Macroeconomic Outlook For Third Quarter 2018
Macroeconomic overview
While the synchronised global expansion is over, global growth remains robust, mainly thanks to a still-buoyant US economy. Indeed, the US economy is set to grow at its fastest pace since 2005. Further out, we might start to see question marks about the impact from tariffs and Fed hikes, but that is unlikely until some time in 2019. Encouragingly, European data has shown an uptick from a slower start to the year, with PMIs still well in expansion territory and German growth holding up thanks to consumption and investment. Overall, we are not worried about a downturn for the time being.
Trade tensions are unlikely to abate anytime soon, as China and the US were unable to come to an agreement at their latest talks. The US imposed tariffs on another USD16 billion of Chinese goods, to which China immediately retaliated. The US has threatened more, which China has said it would match as well. On the other hand, the US & Mexico have come to an agreement for NAFTA, and tensions between the US and Europe have abated – but China remains the big fish for the US. Ahead of the midterm elections, an amelioration with allies and a tough stance towards China is likely to play well with the electorate, which implies tensions will persist for now. In terms of consequences, they appear relatively muted in the US, less so in China, but it might still be too early to tell what sort of impact one can expect – inflationary (because of higher prices) or deflationary (because of slower growth) – and how big.
In positive European news, eight years and USD330 billion in loans later, Greece is finally done with its massive bailouts. Of course, work still remains, but Greece should see access to the markets restored. But, calm in the Eurozone is unlikely, as Italian budget negotiations get underway with risks that the likely shift from a primary surplus to a primary deficit scares markets. Indeed, there is significant uncertainty around the fiscal outlook, and a more confrontational relationship with the EU isn’t helpful.
The latest Fed minutes showed that policymakers are willing to raise rates again, so long as the U.S. economy remains healthy. The September hike is firmly priced in, and expectations for a December hike are above 60%. Beyond that, the outlook could become more uncertain, though the market expects 2 more hikes in 2019. Fed Chairman Jerome Powell also spoke in Jackson Hole, with his comments perceived as more dovish than anticipated, as he mentioned more attention to data and less on rules, implying the path of rate hikes isn’t set in stone.

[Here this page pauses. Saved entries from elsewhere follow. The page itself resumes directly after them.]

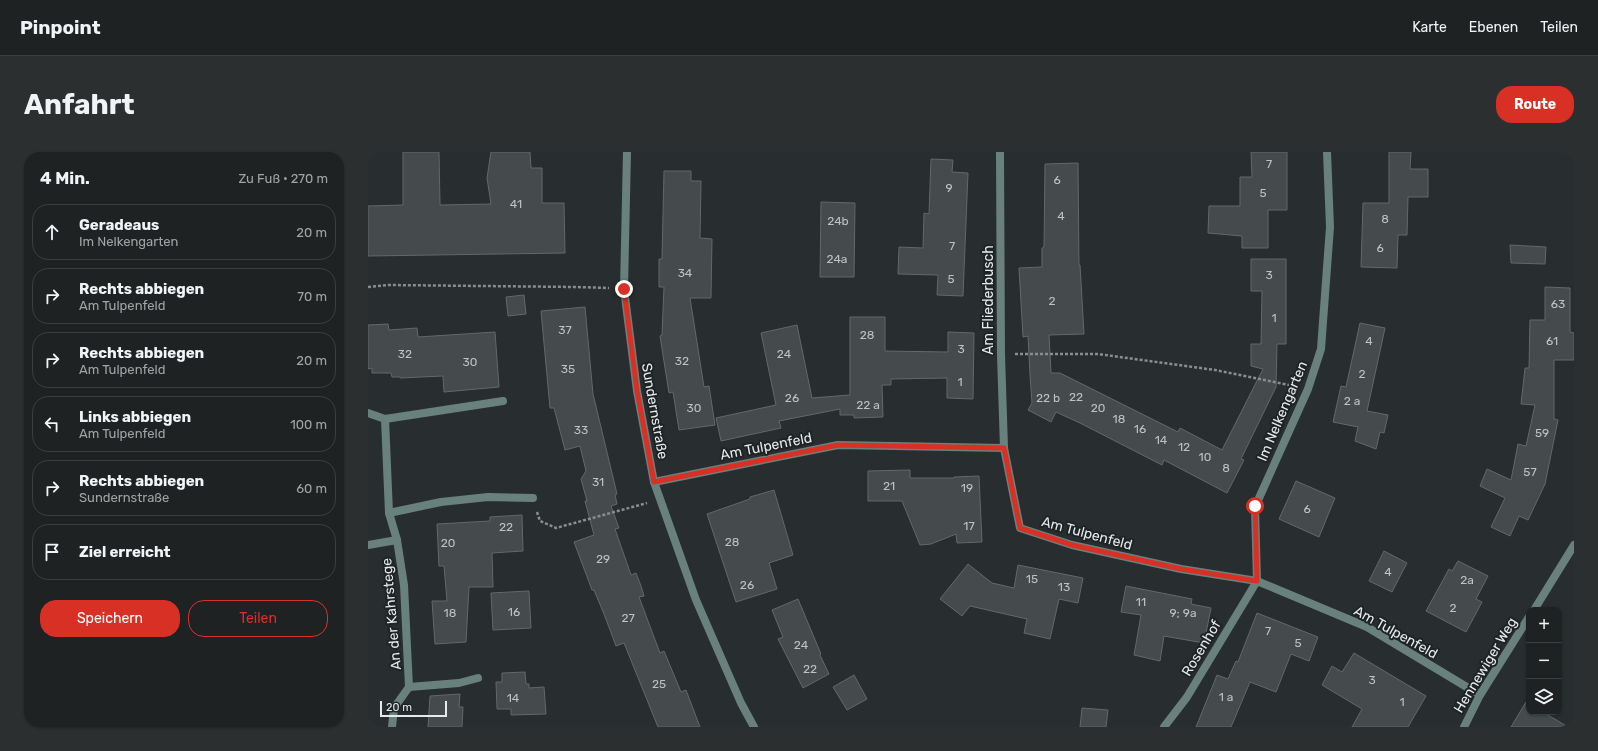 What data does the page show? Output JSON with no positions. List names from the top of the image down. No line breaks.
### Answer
{"streets":{"street":["Am Fliederbusch","Sundernstraße","Im Nelkengarten","Am Tulpenfeld","An der Kahrstege","Rosenhof","Hennewiger Weg"]},"crossings":[["Am Fliederbusch","Am Tulpenfeld"],["Sundernstraße","Am Tulpenfeld"],["Im Nelkengarten","Am Tulpenfeld"],["Im Nelkengarten","Rosenhof"],["Am Tulpenfeld","Rosenhof"],["Am Tulpenfeld","Hennewiger Weg"]],"house_numbers":["7","6","9","5","41","4","8","24b","7","6","24a","34","3","5","2","63","1","37","28","4","61","3","32","24","32","30","35","2","1","22","26","22 b","2 a","22 a","30","20","18","16","33","59","14","12","10","8","57","31","21","19","6","17","22","28","20","29","4","15","2a","26","13","11","2","16","18","9; 9a","27","7","5","24","22","3","25","1 a","14","1"],"scale_bar":"20 m","page":{"header":"Pinpoint","nav":["Karte","Ebenen","Teilen"],"buttons":["Route",["Speichern","Teilen"]],"title":"Anfahrt","heading":["4 Min.","Zu Fuß · 270 m"],"list":[["Geradeaus","Im Nelkengarten","20 m"],["Rechts abbiegen","Am Tulpenfeld","70 m"],["Rechts abbiegen","Am Tulpenfeld","20 m"],["Links abbiegen","Am Tulpenfeld","100 m"],["Rechts abbiegen","Sundernstraße","60 m"],"Ziel erreicht"],"map_buttons":["+","−"],"scale":"20 m"}} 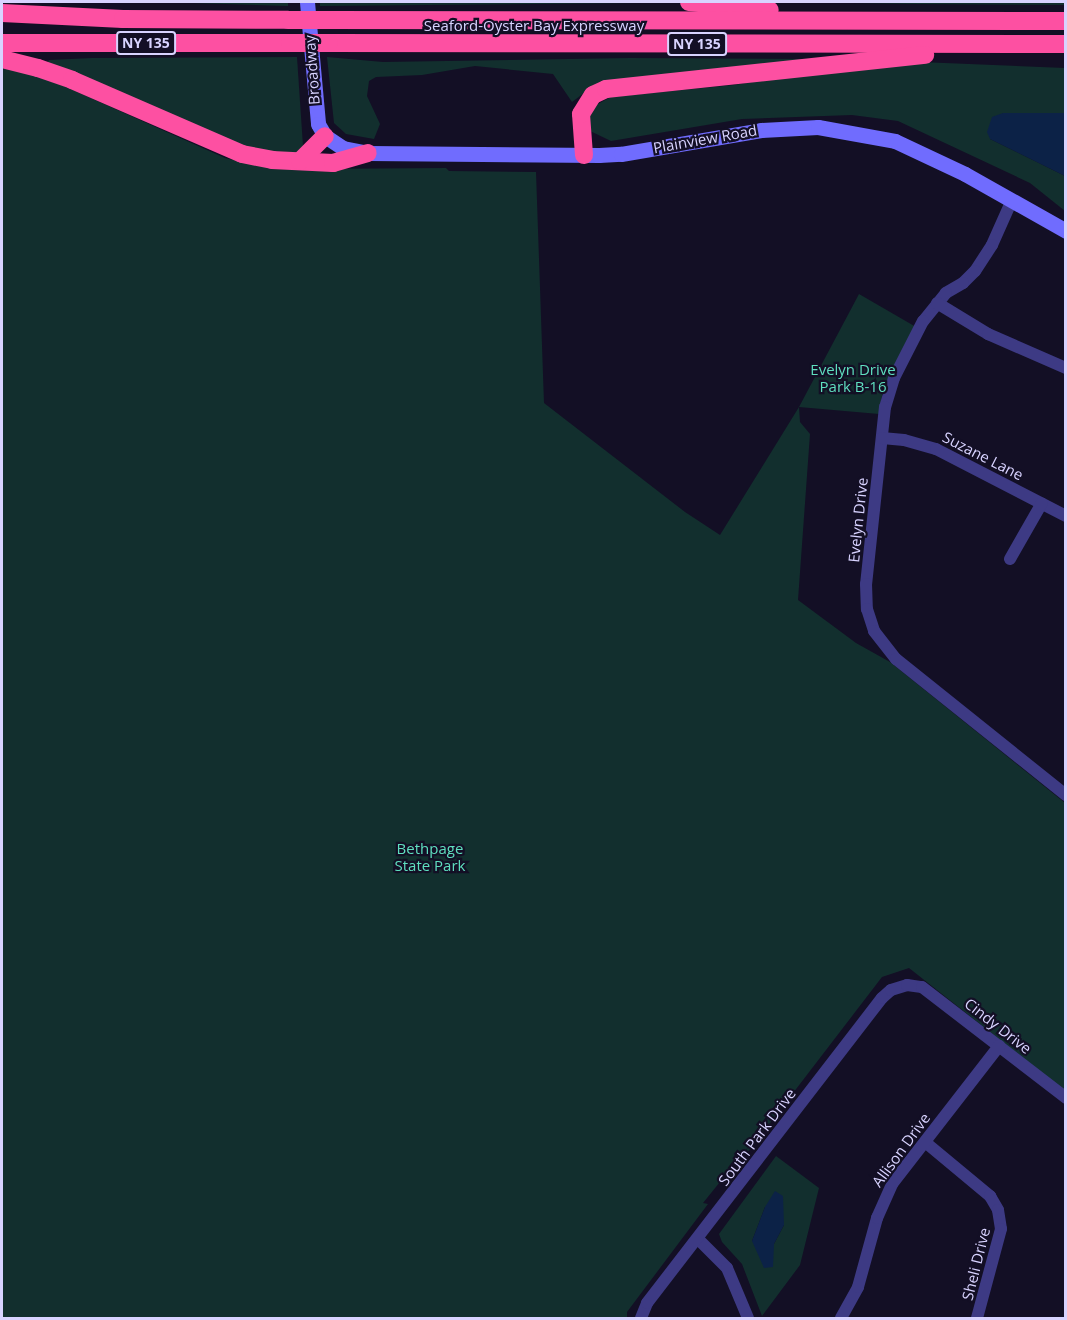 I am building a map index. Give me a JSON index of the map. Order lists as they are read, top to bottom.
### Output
{
  "streets": {
    "highway": ["Seaford-Oyster Bay Expressway", "NY 135"],
    "main road": ["Broadway", "Plainview Road"],
    "street": [
      "Suzane Lane",
      "Evelyn Drive",
      "Cindy Drive",
      "South Park Drive",
      "Allison Drive",
      "Sheli Drive"
    ]
  },
  "crossings": [
    ["Broadway", "Plainview Road"],
    ["Plainview Road", "Evelyn Drive"],
    ["Suzane Lane", "Evelyn Drive"],
    ["Cindy Drive", "South Park Drive"],
    ["Cindy Drive", "Allison Drive"],
    ["Allison Drive", "Sheli Drive"]
  ],
  "parks": ["Evelyn Drive Park B-16", "Bethpage State Park"]
} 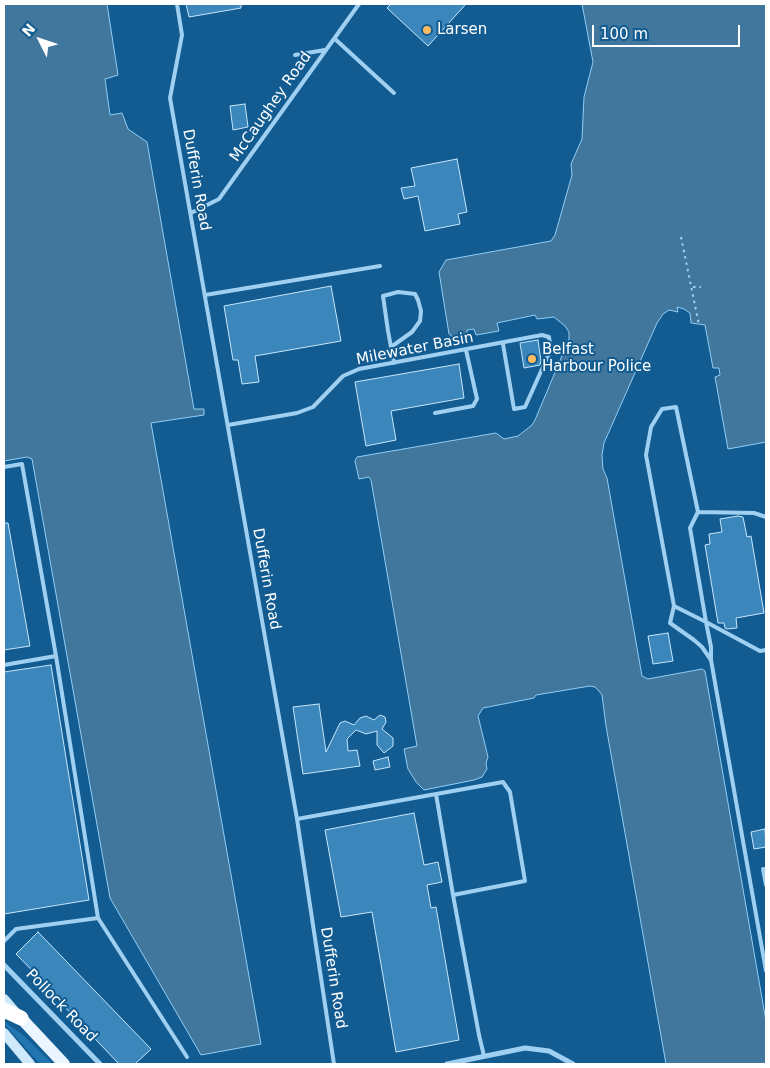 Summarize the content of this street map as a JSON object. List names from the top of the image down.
{
  "streets": {
    "street": ["Pollock Road"],
    "lane": ["McCaughey Road", "Dufferin Road", "Milewater Basin"]
  },
  "crossings": [
    ["McCaughey Road", "Dufferin Road"],
    ["Dufferin Road", "Milewater Basin"]
  ],
  "places": ["Larsen", "Belfast Harbour Police"],
  "scale_bar": "100 m",
  "north": "top left"
} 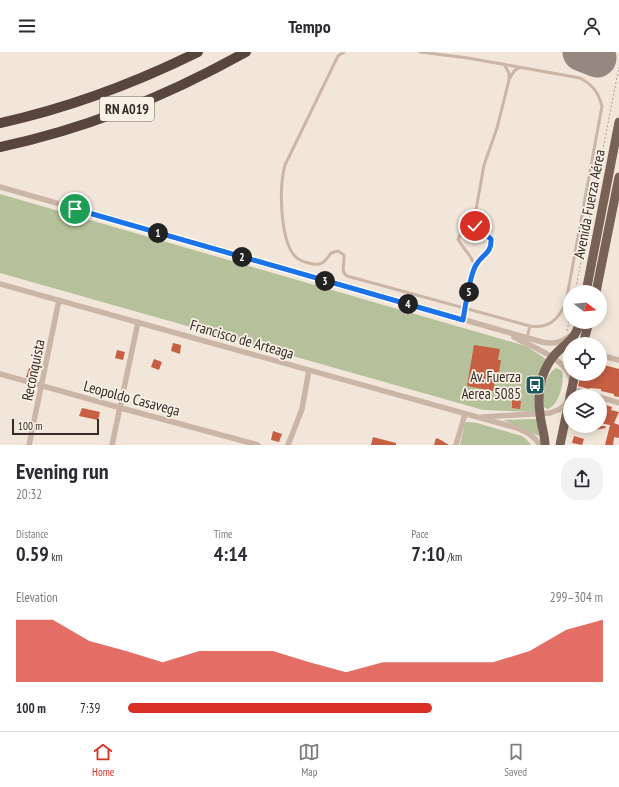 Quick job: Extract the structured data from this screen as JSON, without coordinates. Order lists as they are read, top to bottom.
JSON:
{
  "streets": {
    "highway": ["RN A019"],
    "main road": ["Avenida Fuerza Aérea"],
    "street": ["Francisco de Arteaga", "Reconquista", "Leopoldo Casavega"]
  },
  "crossings": [
    ["Francisco de Arteaga", "Reconquista"],
    ["Reconquista", "Leopoldo Casavega"]
  ],
  "places": {
    "bus stop": ["Av. Fuerza Aerea 5085"]
  },
  "scale_bar": "100 m",
  "north": "right",
  "page": {
    "header": "Tempo",
    "pins": [
      "1",
      "2",
      "3",
      "5",
      "4"
    ],
    "scale": "100 m",
    "heading": ["Evening run", "20:32"],
    "stats": [
      ["Distance", "0.59 km"],
      ["Time", "4:14"],
      ["Pace", "7:10 /km"]
    ],
    "chart": ["Elevation", "299–304 m"],
    "list": [
      {
        "name": "100 m",
        "note": "7:39"
      }
    ],
    "tabs": ["Home", "Map", "Saved"]
  }
} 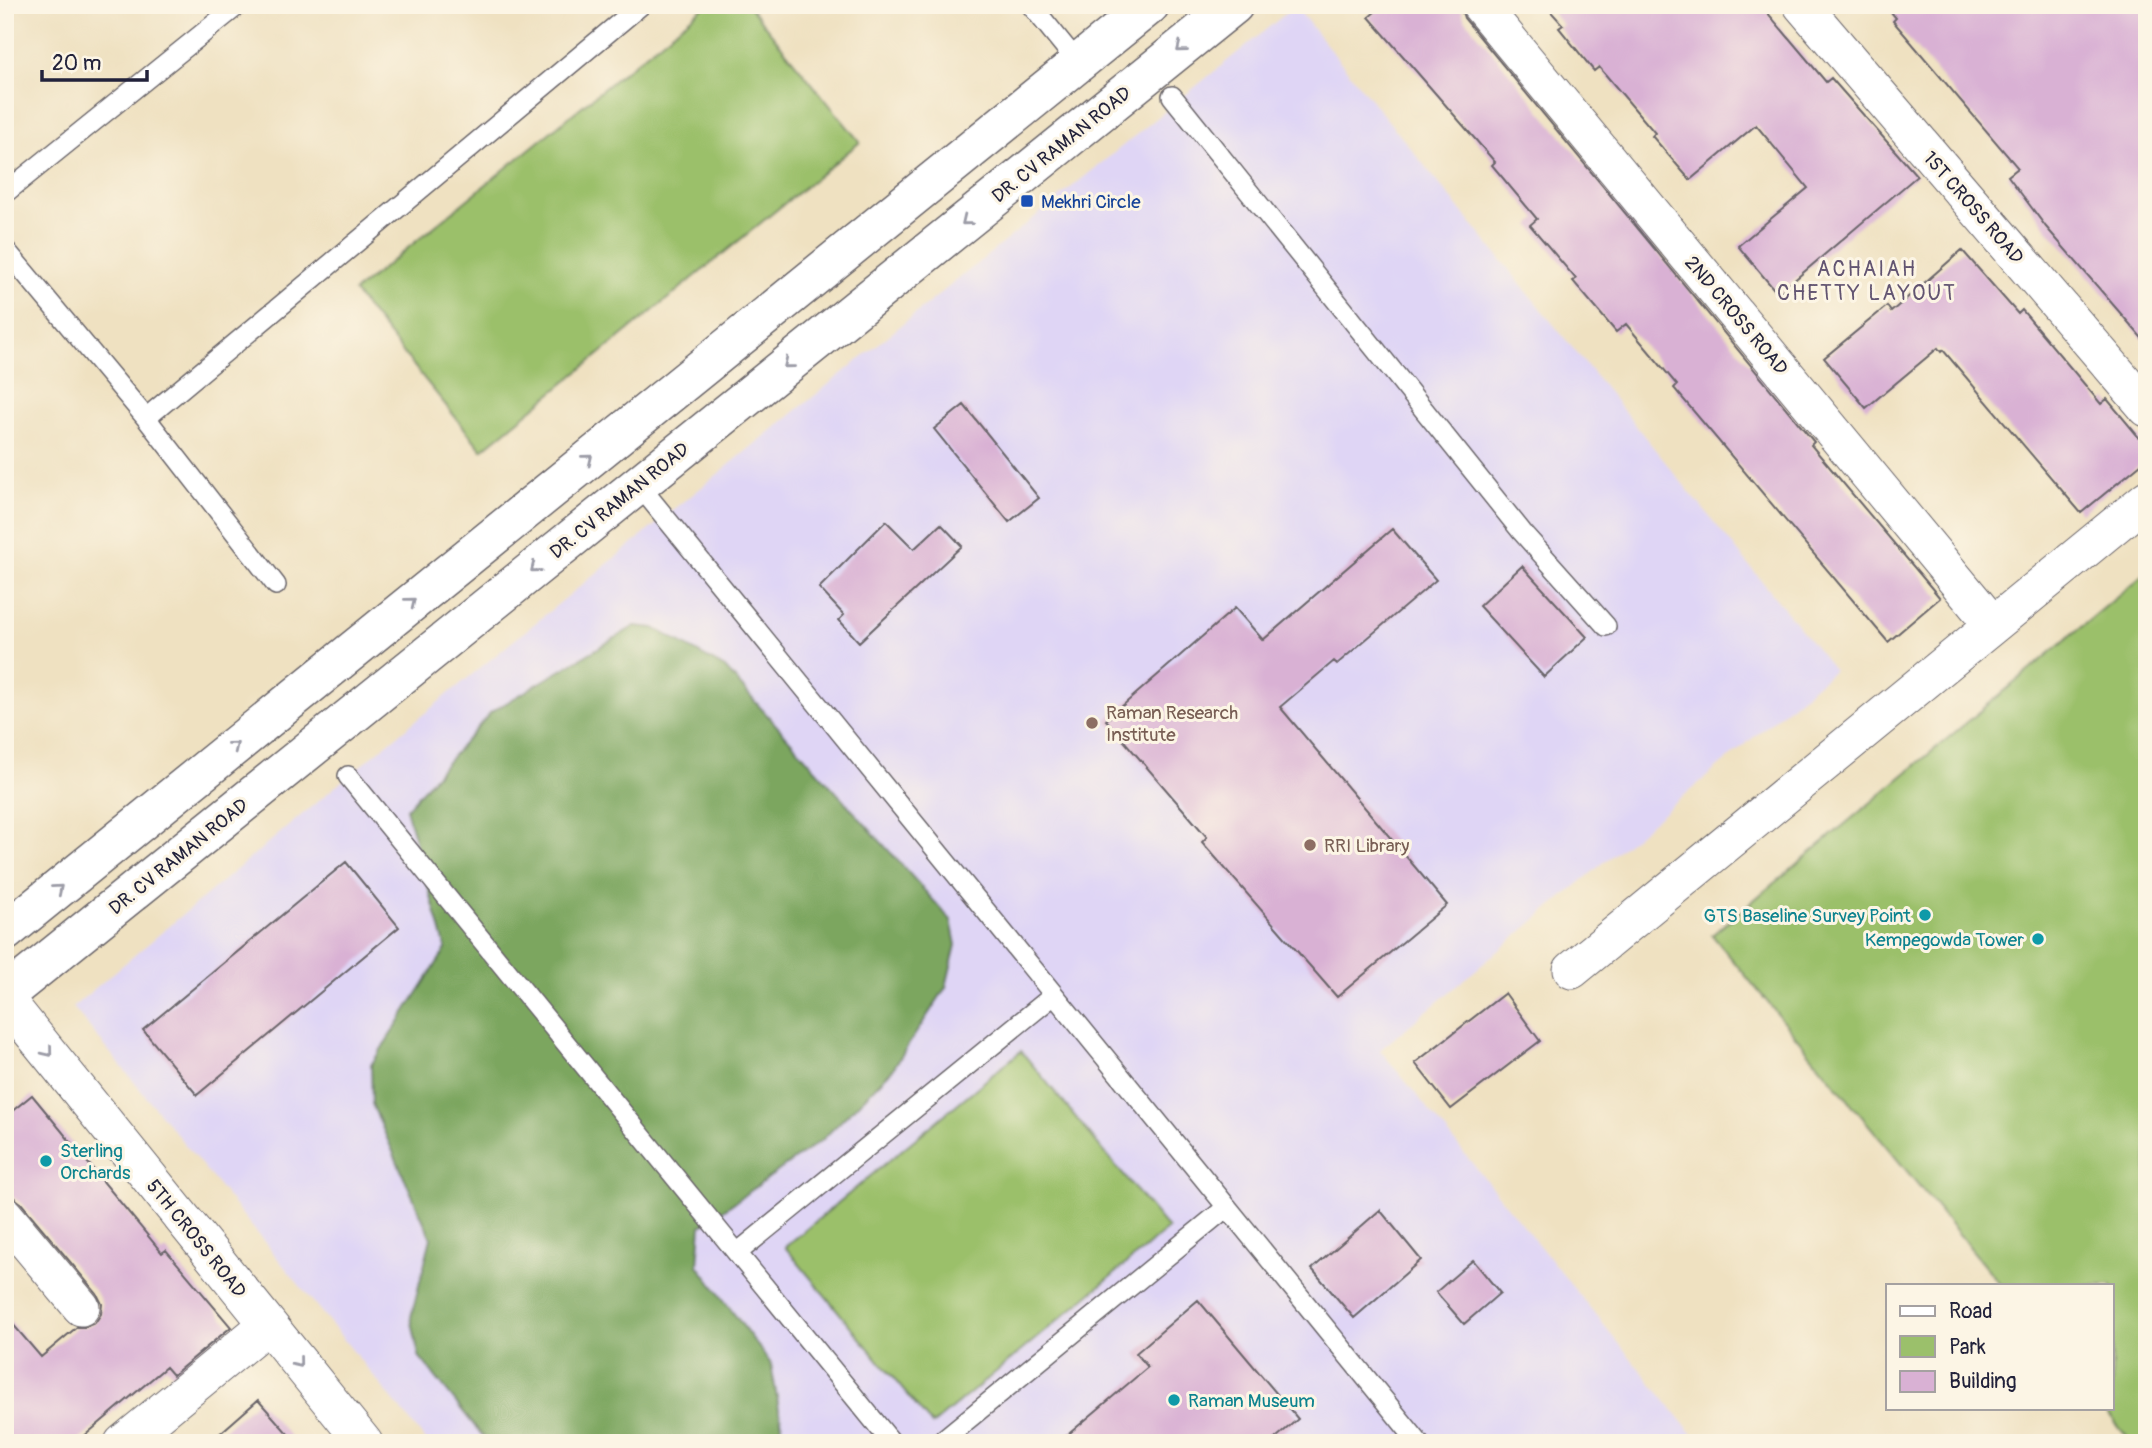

The US dollar remains supported by stronger growth and interest rate differentials, a trend we expect to persist. The euro has retreated in recent months, and given a number of headwinds for the old continent, we do not expect a sharp rebound for now – it should stay around 1.15 to 1.20. Concern about EM currencies has grown in light of the Turkish Lira depreciation, but we see little risk of contagion, and see more risk in countries with idiosyncratic stories like Turkey, Argentina, Russia and Brazil. Nonetheless, with slower Chinese growth, a stronger USD and higher rates, caution is warranted as investor sentiment towards emerging markets could remain challenged.